Although the NYC and Chicago findings are preliminary (the evaluations are still in progress), the NYC program provides schoolwide and not individual bonuses, and one additional study (Round Rock, Tex.) is yet to be released, the three already-released reports do represent a fairly impressive, though still very tentative, body of evidence on merit pay’s utility as a means to improve test scores.
And at this point, it’s a good bet that, when all the evaluations are final and the smoke has cleared, we will have to conclude that performance bonuses are, at the very least, a very unpromising policy for producing short-term test score gains.
So, what does all this mean? There will be the predictable denials and overreactions at the extremes. Merit pay supporters will likely offer methodological criticisms or say that the results are meaningless because they miss the “real issues.” Opponents will use the results to argue that the very idea of performance pay is anathema to improving public education.
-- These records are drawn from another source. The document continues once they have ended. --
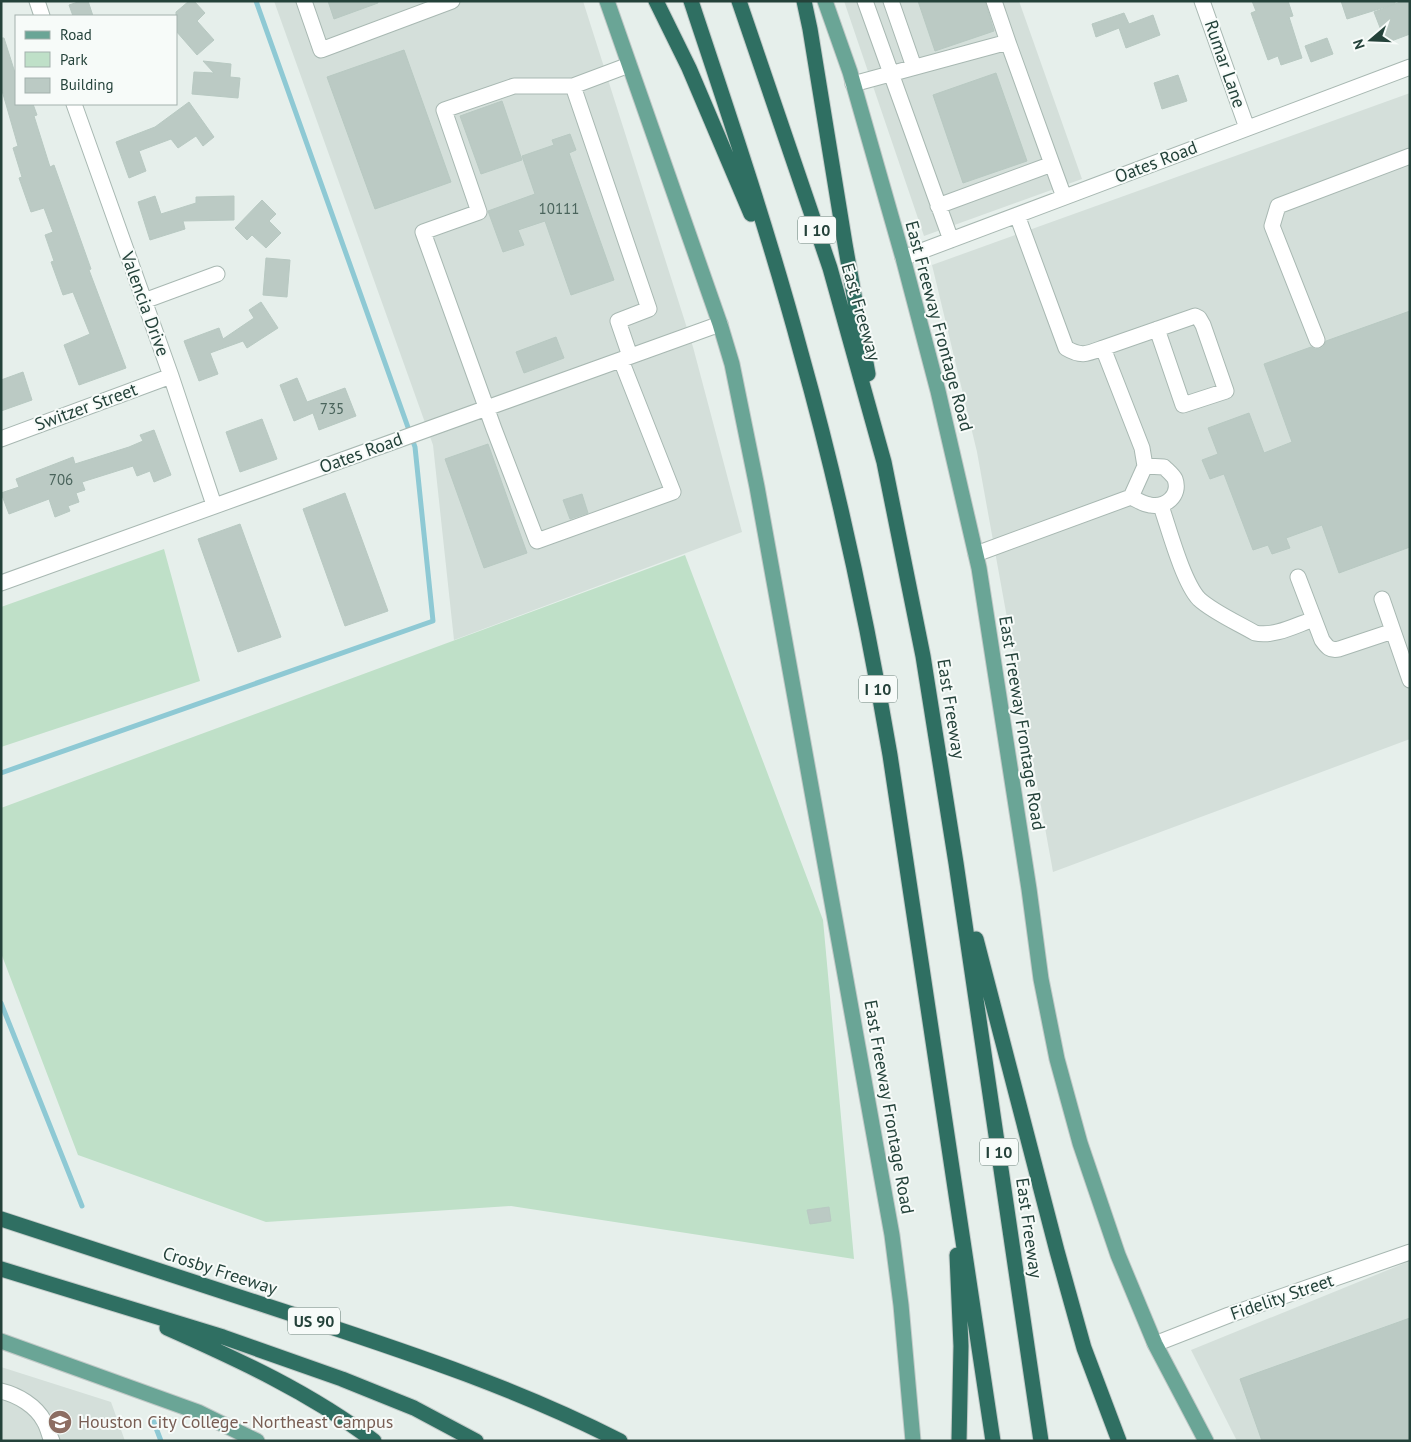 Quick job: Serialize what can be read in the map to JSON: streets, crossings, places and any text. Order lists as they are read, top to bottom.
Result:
{
  "streets": {
    "highway": [
      "I 10",
      "East Freeway",
      "Crosby Freeway",
      "US 90"
    ],
    "main road": ["East Freeway Frontage Road"],
    "street": [
      "Rumar Lane",
      "Oates Road",
      "Valencia Drive",
      "Switzer Street",
      "Fidelity Street"
    ]
  },
  "crossings": [
    ["Rumar Lane", "Oates Road"],
    ["Oates Road", "Valencia Drive"],
    ["Oates Road", "East Freeway Frontage Road"],
    ["Valencia Drive", "Switzer Street"],
    ["East Freeway Frontage Road", "Fidelity Street"]
  ],
  "places": {
    "school or university": ["Houston City College - Northeast Campus"]
  },
  "house_numbers": ["10111", "735", "706"],
  "legend": ["Road", "Park", "Building"],
  "north": "left"
}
And both arguments have at least some merit. Test scores aren’t the only thing that matters (though you wouldn’t know it from listening to the way people talk). Other outcomes, both desired (more capable people pursuing teaching, higher retention) and undesired (narrowing the curriculum, more turnover), will most likely require more than a few years to manifest themselves. Moreover, it’s possible that these other outcomes, once they pick up steam, might generate test score changes over the longer-term.
On the other hand, those who wage war on the accountability battlefield must also take their lumps on it. The best experimental evaluation in U.S. history, which took five years and cost millions of dollars, shows that teacher bonuses – as high as $15,000 – did not produce even minimal improvements in students’ scores, and these findings are complemented by preliminary results from two other performance pay programs (one schoolwide) in major cities.
Let’s be honest: Those who criticize current teacher compensation systems argue that the primary factors in these systems (experience and education) are not related to teachers’ ability to boost test scores. For these people, performance incentives should, at least in part, be judged by the same standard – whether they improve scores. They don’t.
More broadly, it may soon be time for us to acknowledge that the massive policy-changing scramble created by Race to the Top was too rushed and prescriptive. Since the time that the RTTT regulations were finalized, with their emphasis on performance incentives and charter schools, red flags have been raised by the best analysis to date on performance incentives (this Nashville study) and one of the best on charter schools.
I’m not sure this evidence would have swayed many minds when the (rather short and limited) debate on RTTT was occurring. But I can say that it would have benefited everyone – from both sides – to have had more evidence in hand before the policies were written into law.